Foundation Concepts and Terminology | Using XML with Legacy Business Applications

Although schemas are a tremendous advance over DTDs, they introduce some new concepts and terminology to XML that take some getting used to. It will help to review some of these before we discuss more specific features.

Elements and Types

All programming languages make a distinction between a variable, which is a named location in memory, and a variable's data type, which can put constraints on the variable's range of values or how the variable should be interpreted. In general, the closest thing that XML 1.0 DTDs have to this separation is PCDATA for parsed character data and CDATA for (unparsed) character data. The XML Schema Recommendation implements a more conventional view of variables and data types. (I should add "in general" because this is true for Elements. Attribute declarations have a bit more expressive power since they can be declared as CDATA, ID, IDREF, and so on.)

NOTE "Data Type" or "Datatype"?

The Schema Recommendation uses "datatype," while most programming languages and texts use "data type." We'll go with convention and use the latter, but keep in mind that in reference to the schema language I also mean the former.

In addition to defining a set of base types to be used for simple Elements and Attributes, the schema language also specifies a way to define complex types. These are similar to structs in C, GROUPs in COBOL, and records in other languages. This facility greatly aids the reuse of common constructs.

Both user -defined complex types and the built-in simple data types may be modified through the mechanisms of restriction and extension. These mechanisms and the most common simple data types will be discussed shortly.

Simple and Complex

One of the things I found somewhat confusing when first learning schema language is how it uses the terms "simple" and "complex." These are used in two different contexts.

In the first context, the terms "simple" and "complex" describe the type of content an Element may have, or its content model . In the most general terms, an Element may be declared in schema language with one of two content models.
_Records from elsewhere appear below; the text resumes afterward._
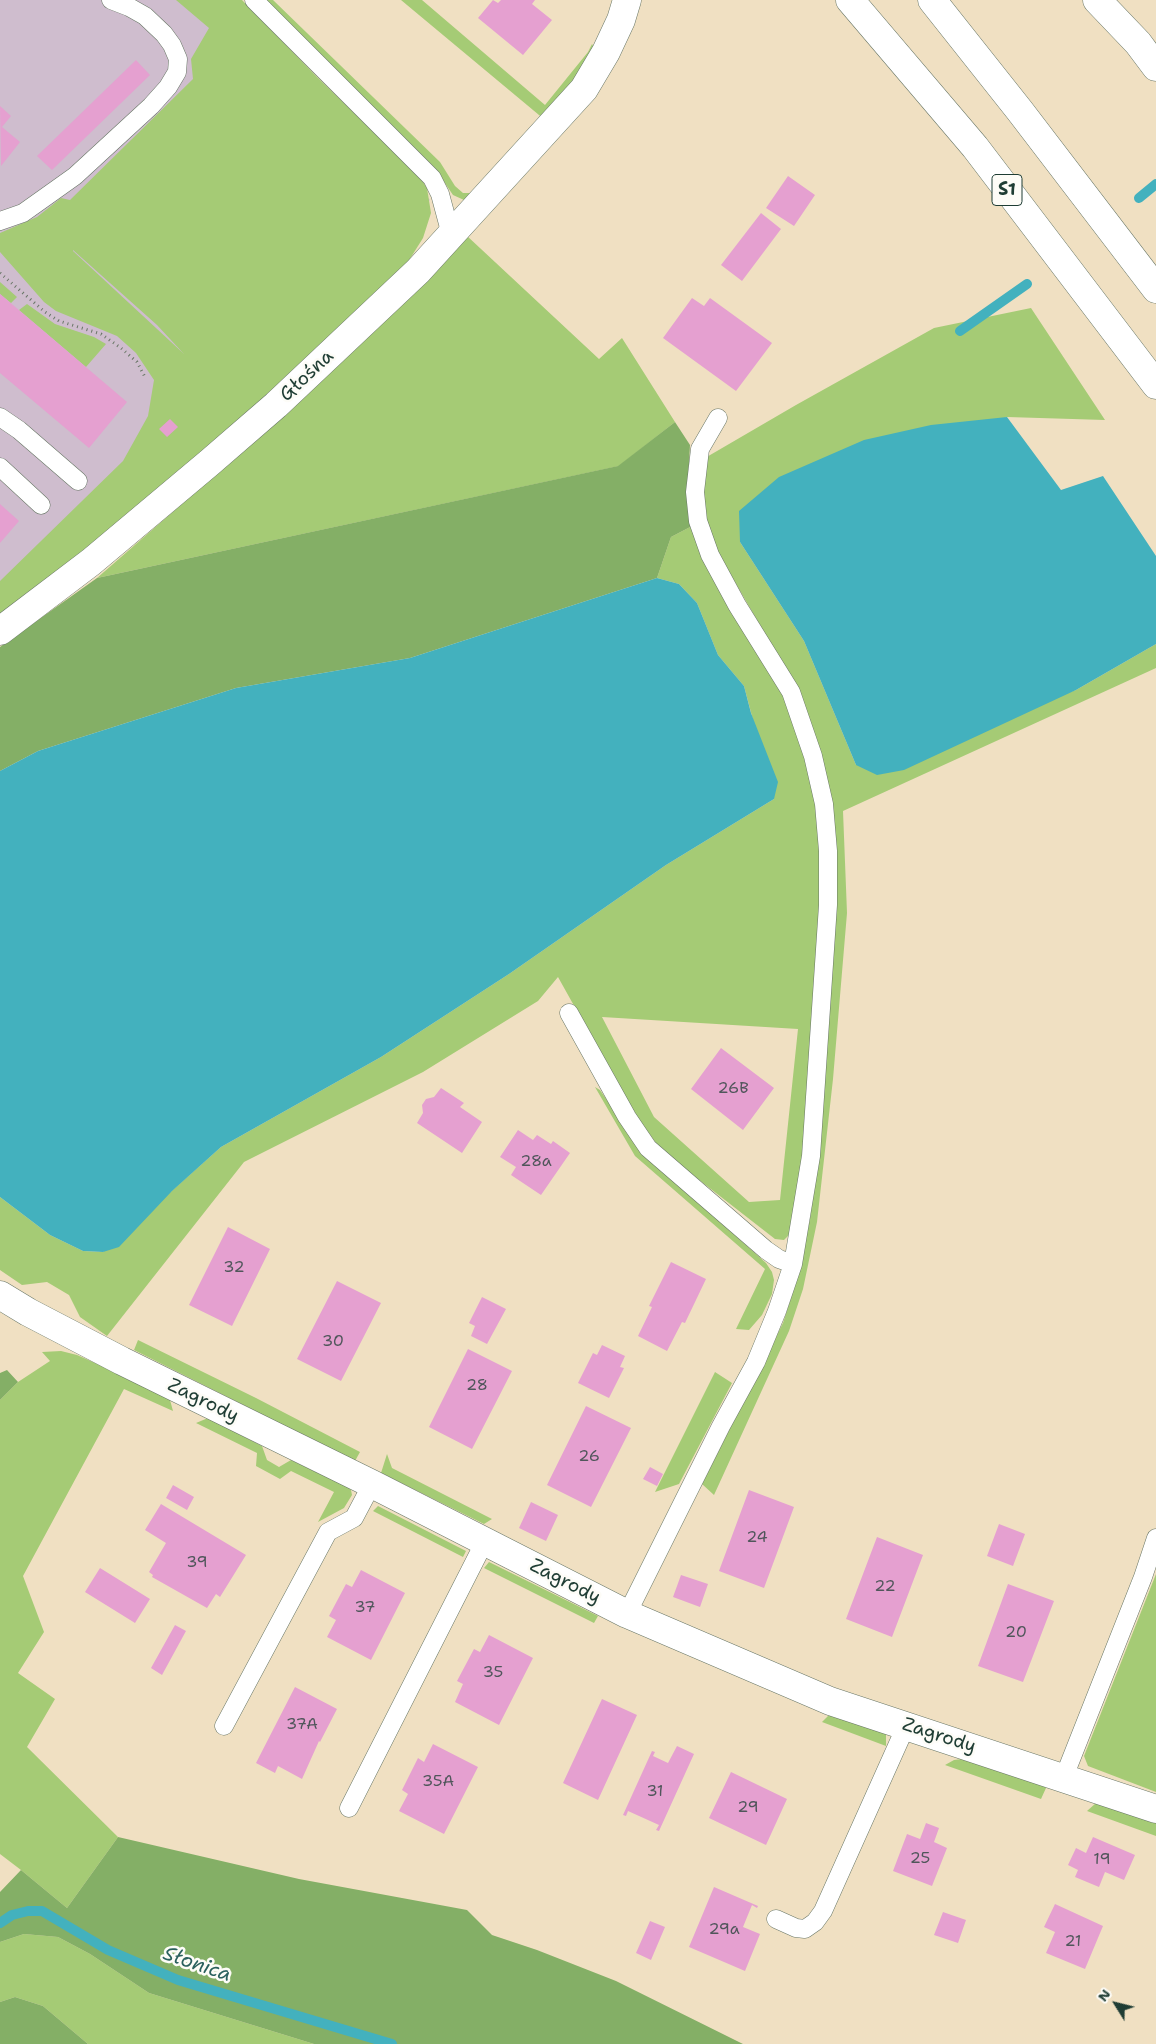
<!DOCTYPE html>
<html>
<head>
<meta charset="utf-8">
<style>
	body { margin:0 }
	#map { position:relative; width:1156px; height:2044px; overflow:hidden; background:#f0e0c2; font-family:"Shantell Sans",sans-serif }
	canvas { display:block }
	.north { position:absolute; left:1091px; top:1979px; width:50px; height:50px; -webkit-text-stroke:4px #fdfcf7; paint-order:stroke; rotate:306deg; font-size:14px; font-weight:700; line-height:20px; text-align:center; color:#1f3d34 }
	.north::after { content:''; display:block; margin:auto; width:18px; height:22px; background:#1f3d34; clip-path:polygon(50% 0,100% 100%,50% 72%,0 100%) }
</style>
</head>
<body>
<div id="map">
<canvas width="1156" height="2044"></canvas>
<div class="north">N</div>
</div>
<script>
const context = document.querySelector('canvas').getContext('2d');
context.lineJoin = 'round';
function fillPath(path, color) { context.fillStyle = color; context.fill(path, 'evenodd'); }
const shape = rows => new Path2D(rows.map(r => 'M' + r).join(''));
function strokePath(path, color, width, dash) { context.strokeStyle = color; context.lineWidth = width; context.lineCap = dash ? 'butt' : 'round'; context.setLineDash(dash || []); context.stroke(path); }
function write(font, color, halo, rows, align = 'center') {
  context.font = font + ' "Shantell Sans",sans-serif'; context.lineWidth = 5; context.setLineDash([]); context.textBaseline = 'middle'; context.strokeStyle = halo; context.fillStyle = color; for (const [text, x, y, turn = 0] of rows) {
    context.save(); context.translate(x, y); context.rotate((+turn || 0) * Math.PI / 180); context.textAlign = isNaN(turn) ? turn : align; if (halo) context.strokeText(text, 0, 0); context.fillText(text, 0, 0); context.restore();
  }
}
fillPath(shape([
	[0,0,227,0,430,200,0,585]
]), '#cfbdce');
fillPath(shape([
	[176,0,242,0,317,77,419,176,427,188,431,213,423,238,408,262,367,303,271,393,83,554,0,615,0,581,123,461,148,416,154,380,136,353,117,336,56,311,44,302,0,252,0,233,37,217,61,198,70,200,193,79,191,59,209,28],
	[73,250,157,325,184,354,73,251],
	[265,0,273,0,440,162,455,186,463,193,480,193,464,200,453,195,434,167],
	[401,0,422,0,545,105,588,52,592,44,597,53,545,120],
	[466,235,599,359,622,338,675,422,619,466,97,578,269,428],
	[0,282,17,297,11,303,0,294],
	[27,304,55,324,94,337,106,344,86,367,19,310],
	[1031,308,1105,420,1007,417,740,542,804,641,856,765,1076,690,1156,644,1156,668,843,811,847,913,833,1079,817,1222,803,1289,789,1331,714,1495,702,1484,783,1323,796,1282,810,1219,822,1113,835,848,782,663,714,546,705,514,703,489,705,458,796,405,934,328],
	[694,525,725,601,742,630,767,666,788,703,815,781,821,871,814,1030,796,1218,792,1232,784,1240,775,1239,680,1165,656,1143,635,1115,558,977,538,1001,423,1072,244,1162,107,1336,80,1317,69,1295,47,1282,22,1285,0,1270,0,1197,50,1235,83,1251,103,1252,221,1147,381,1057,509,974,666,865,774,799,744,686,718,655,697,603,679,584,657,578,671,537],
	[602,1017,798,1029,780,1200,749,1202,654,1117],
	[595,1087,600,1090,644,1154,766,1263,772,1272,774,1280,772,1294,762,1315,749,1330,736,1329,765,1269,635,1156],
	[138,1340,256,1398,360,1452,355,1461,134,1350],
	[61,1351,77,1355,120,1374,170,1400,173,1411,124,1389,23,1576,44,1632,18,1673,55,1699,27,1747,118,1837,67,1908,21,1870,0,1854,0,1400,18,1382,50,1361,42,1352],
	[715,1372,732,1383,679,1484,655,1492],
	[208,1418,262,1446,267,1460,279,1467,291,1460,348,1487,351,1490,352,1495,344,1508,318,1522,334,1492,291,1471,280,1479,256,1466,257,1453,196,1423],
	[387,1454,392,1468,492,1519,484,1524,381,1473],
	[378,1506,466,1551,463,1557,373,1511],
	[489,1562,598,1616,594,1623,484,1568],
	[1156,1574,1156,1792,1088,1766,1084,1756],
	[830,1714,886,1733,886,1746,822,1722],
	[962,1759,1043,1784,1046,1788,1041,1799,945,1765,954,1760],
	[1096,1803,1156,1821,1156,1836,1087,1811],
	[24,1934,58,1937,90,1954,149,1993,314,2044,88,2044,43,2006,15,1997,0,2002,0,1942]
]), '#a5cb75');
fillPath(shape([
	[675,422,690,445,688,483,694,525,671,537,657,578,410,658,236,688,38,751,0,771,0,647,97,578,618,466],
	[7,1370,18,1382,0,1400,0,1373],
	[118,1837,299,1879,467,1910,492,1935,537,1950,616,1981,743,2044,314,2044,149,1993,90,1954,58,1937,24,1934,0,1942,0,1892,21,1870,67,1908],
	[15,1997,43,2006,88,2044,0,2044,0,2002]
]), '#84af66');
fillPath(shape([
	[1007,417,1061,490,1103,476,1156,556,1156,644,1076,690,904,770,877,775,856,765,804,641,740,542,739,511,779,477,864,440,931,425],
	[657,578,679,584,697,603,718,655,744,686,751,713,778,782,774,799,666,865,509,974,381,1057,221,1147,172,1191,119,1247,103,1252,83,1251,50,1235,0,1197,0,771,38,751,236,688,410,658]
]), '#43b1be');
strokePath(shape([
	[1139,198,1156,184],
	[960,331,1027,284],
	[0,1923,12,1915,28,1911,42,1911,108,1950,178,1980,392,2044]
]), '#43b1be', 10);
fillPath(shape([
	[493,0,498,3,501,0,535,0,532,4,552,20,523,55,478,18],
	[136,60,150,75,52,170,37,156],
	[0,106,11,116,2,127,20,142,1,166],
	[788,176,815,195,794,226,766,208],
	[761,213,781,229,742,281,721,265],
	[0,294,127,402,89,448,0,373],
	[692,298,704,306,710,298,772,343,736,391,663,338],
	[170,419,178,427,167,437,159,429],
	[0,504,19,521,0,543],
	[721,1048,774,1088,743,1130,691,1089],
	[441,1088,464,1103,460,1107,482,1122,462,1153,417,1123,423,1113,422,1105,426,1099,434,1097],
	[518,1130,533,1140,537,1135,551,1144,553,1141,570,1153,541,1195,511,1175,516,1167,500,1157],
	[228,1227,270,1249,232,1326,189,1305],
	[671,1262,706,1279,685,1323,682,1322,667,1351,638,1336,652,1307,649,1306],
	[337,1281,381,1303,341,1381,297,1359],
	[482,1297,506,1309,487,1344,471,1336,475,1326,469,1323],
	[602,1345,625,1356,620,1367,624,1368,609,1398,578,1383,593,1353,597,1355],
	[468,1349,512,1371,472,1449,429,1427],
	[586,1406,631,1428,591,1507,547,1485],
	[650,1467,663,1474,657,1486,643,1479],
	[173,1485,194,1497,187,1510,166,1498],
	[749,1490,794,1507,764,1588,719,1571],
	[531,1502,558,1515,546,1541,519,1528],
	[161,1504,246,1555,220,1597,216,1594,207,1608,152,1577,153,1575,149,1572,166,1543,145,1530],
	[999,1524,1025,1534,1013,1566,987,1556],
	[877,1537,923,1555,892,1637,846,1619],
	[100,1568,150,1599,135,1623,85,1592],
	[361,1570,405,1593,371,1660,327,1637,336,1620,329,1616,346,1584,352,1587],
	[681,1575,708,1584,700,1607,673,1597],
	[1008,1584,1054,1601,1023,1682,978,1666],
	[175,1625,186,1631,162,1675,151,1668],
	[489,1635,533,1658,499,1725,455,1702,463,1684,457,1681,474,1649,480,1652],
	[295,1687,337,1709,320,1742,319,1741,302,1779,278,1766,275,1773,256,1763],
	[602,1699,637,1715,598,1800,563,1783],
	[433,1744,478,1767,444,1834,399,1811,408,1794,402,1790,418,1758,424,1762],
	[677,1746,694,1754,659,1831,656,1830,659,1825,628,1811,626,1816,623,1815,652,1751,655,1752,653,1756,668,1763],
	[731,1772,787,1799,766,1845,709,1818],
	[926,1823,939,1828,934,1842,947,1848,932,1886,893,1871,907,1834,920,1839],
	[1093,1837,1135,1855,1124,1880,1105,1872,1099,1887,1075,1877,1078,1870,1068,1865,1076,1848,1086,1853],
	[714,1887,758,1906,757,1908,752,1905,743,1927,760,1934,745,1971,689,1947],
	[1055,1904,1103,1926,1085,1969,1046,1953,1055,1932,1044,1927],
	[943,1912,966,1920,958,1943,934,1935],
	[650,1921,665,1927,651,1960,636,1953]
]), '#e5a0d0');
const service = shape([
	[254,0,432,178,440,194,451,235],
	[0,221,23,213,75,176,151,106,168,87,177,72,178,59,172,45,164,34,145,16,129,7,111,0],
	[0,417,19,430,78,481],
	[0,467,41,505],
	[569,1013,627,1117,648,1148,766,1250,779,1259,793,1264],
	[627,1614,721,1426,756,1362,777,1311,793,1264,811,1156,828,905,828,851,824,804,813,756,791,692,737,605,710,555,698,521,695,492,700,449,718,418],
	[224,1726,328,1532,354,1518,372,1484],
	[1064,1777,1143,1577,1156,1538],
	[349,1808,485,1541],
	[776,1919,796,1928,805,1929,815,1922,823,1911,906,1726]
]);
const minor = shape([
	[1097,0,1138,43,1156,67],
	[0,631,91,562,209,463,276,405,418,271,584,89,606,52,621,20,627,0],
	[0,1295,28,1312,122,1361,372,1484,627,1614,830,1701,1156,1809]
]);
const motorway = shape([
	[850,0,975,147,1156,385],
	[932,0,1020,111,1156,289]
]);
strokePath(service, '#687666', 19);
strokePath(minor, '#687666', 29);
strokePath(motorway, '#687666', 29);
strokePath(shape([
	[0,273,45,312,59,321,101,334,121,348,137,362,146,379]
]), '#687666', 3, [1, 4]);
strokePath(service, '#fff', 18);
strokePath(minor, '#fff', 28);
strokePath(motorway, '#fff', 28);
write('16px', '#50565b', null, [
	["26B",733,1089],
	["28a",536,1162],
	["32",234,1268],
	["30",333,1342],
	["28",477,1386],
	["26",589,1457],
	["24",757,1538],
	["39",197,1563],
	["22",885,1587],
	["37",365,1608],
	["20",1016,1633],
	["35",493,1673],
	["37A",302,1725],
	["35A",438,1782],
	["31",655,1792],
	["29",748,1808],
	["25",920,1859],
	["19",1102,1860],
	["29a",724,1930],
	["21",1073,1942]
]);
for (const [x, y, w] of [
	[1007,190,30]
]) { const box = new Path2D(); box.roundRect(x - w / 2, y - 15.5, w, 31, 4); context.fillStyle = '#fdfcf7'; context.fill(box); strokePath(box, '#1f3d34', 1); }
write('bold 18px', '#1f3d34', null, [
	["S1",1007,190]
]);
write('19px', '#1f3d34', '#fdfcf7', [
	["Głośna",307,376,-43],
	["Zagrody",203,1401,26],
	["Zagrody",565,1582,27],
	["Zagrody",939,1736,18]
]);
write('italic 20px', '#2a605d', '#fdfcf7', [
	["Słonica",197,1965,19]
]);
</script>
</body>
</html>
Simple content : The Element has no child Elements.
Complex content : The Element may have child Elements.

These types of content are represented using the schema language Elements xs:simpleContent and xs:complexContent, respectively. In addition to simple and complex, there are various types of content models for complex content. The most common are sequence and choice . We'll talk more about these later in the chapter. Mixed content indicates both child Elements and character data are permissible. This content model is used infrequently in business document schemas intended for use directly by applications.

The other context in which the terms "simple" and "complex" are used is in referring to types .

Simple type : A simple type is either one of the built-in schema data types or a type derived from one of them. An Element that is of a simple type may not have Attributes.
Complex type : A complex type may take several forms. A complex type is used to define Elements that may have child Elements. A complex type is used to define any Element that may have Attributes. A complex type is also used to declare that an Element may have mixed content.

These are declared in schema language using the xs:simpleType and xs:complexType Elements, respectively. For both of these types, schema language supports the concept of derivation , similar to the way it is used in object-oriented analysis, using the mechanisms of extension and restriction . These mechanisms are used somewhat differently in simple and complex types.

Simple types are derived from built-in schema language data types or other user-defined simple types by restriction. Restriction of a simple type involves reducing the set of values allowed for the type.

Complex types are either declared (created by the user) or derived from other types. Complex types may be derived from simple types by extension, usually by adding one or more Attributes. Complex types may also be derived from other complex types by either restriction or extension. Restriction generally involves removing child Elements from the content model, while extension generally involves adding Elements or Attributes. Restriction and extension will be discussed in more detail in later sections.

What can be a bit confusing is that there isn't a one-to-one correspondence between simple and complex content and simple and complex types. The use of "complex" is consistent since Elements that are defined to allow complex content always have a complex type. However, there isn't any such consistency with the use of "simple." Elements that are defined to allow only simple content may be of either simple type or complex type. An Element that is defined with simple content but that allows one or more Attributes always has a complex type. However, we can define a complex type, derived from a simple type by extension, that has a simple content model and no Attributes.

The best advice I can give you here is to make sure you understand the context, that is, whether you are dealing with content models or types, and don't confuse the two.